Given records:
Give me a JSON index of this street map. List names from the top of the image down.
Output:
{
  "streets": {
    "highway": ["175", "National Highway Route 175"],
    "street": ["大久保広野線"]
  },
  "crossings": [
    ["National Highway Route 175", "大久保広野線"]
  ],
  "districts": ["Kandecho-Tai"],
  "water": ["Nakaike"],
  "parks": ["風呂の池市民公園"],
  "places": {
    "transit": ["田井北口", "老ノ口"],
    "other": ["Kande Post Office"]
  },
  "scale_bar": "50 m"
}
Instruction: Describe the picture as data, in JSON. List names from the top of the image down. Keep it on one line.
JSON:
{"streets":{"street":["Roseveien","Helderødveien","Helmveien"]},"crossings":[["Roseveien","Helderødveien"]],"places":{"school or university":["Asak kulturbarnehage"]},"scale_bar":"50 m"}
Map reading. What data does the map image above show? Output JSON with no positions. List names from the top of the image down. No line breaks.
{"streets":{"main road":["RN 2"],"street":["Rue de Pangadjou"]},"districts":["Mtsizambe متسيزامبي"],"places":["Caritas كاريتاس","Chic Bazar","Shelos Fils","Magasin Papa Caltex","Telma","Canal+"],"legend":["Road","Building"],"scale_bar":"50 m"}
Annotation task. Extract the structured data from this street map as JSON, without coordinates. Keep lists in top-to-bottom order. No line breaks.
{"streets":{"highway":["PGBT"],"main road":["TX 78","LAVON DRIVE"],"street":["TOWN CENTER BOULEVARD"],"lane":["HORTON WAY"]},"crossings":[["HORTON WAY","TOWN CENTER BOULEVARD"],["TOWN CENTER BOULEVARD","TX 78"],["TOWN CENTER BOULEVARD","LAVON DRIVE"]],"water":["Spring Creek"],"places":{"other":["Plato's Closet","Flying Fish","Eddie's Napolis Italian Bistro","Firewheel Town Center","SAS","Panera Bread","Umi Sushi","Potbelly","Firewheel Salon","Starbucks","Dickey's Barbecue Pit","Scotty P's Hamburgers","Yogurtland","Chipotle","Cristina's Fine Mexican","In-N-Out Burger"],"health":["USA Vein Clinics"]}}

What you are asked to do: Return only the lines running from the line with "Annotation task. Extract" to the last line of the records, both included, exactly as written.

Solved exercise:
Annotation task. Extract the structured data from this street map as JSON, without coordinates. Keep lists in top-to-bottom order. No line breaks.
{"streets":{"highway":["PGBT"],"main road":["TX 78","LAVON DRIVE"],"street":["TOWN CENTER BOULEVARD"],"lane":["HORTON WAY"]},"crossings":[["HORTON WAY","TOWN CENTER BOULEVARD"],["TOWN CENTER BOULEVARD","TX 78"],["TOWN CENTER BOULEVARD","LAVON DRIVE"]],"water":["Spring Creek"],"places":{"other":["Plato's Closet","Flying Fish","Eddie's Napolis Italian Bistro","Firewheel Town Center","SAS","Panera Bread","Umi Sushi","Potbelly","Firewheel Salon","Starbucks","Dickey's Barbecue Pit","Scotty P's Hamburgers","Yogurtland","Chipotle","Cristina's Fine Mexican","In-N-Out Burger"],"health":["USA Vein Clinics"]}}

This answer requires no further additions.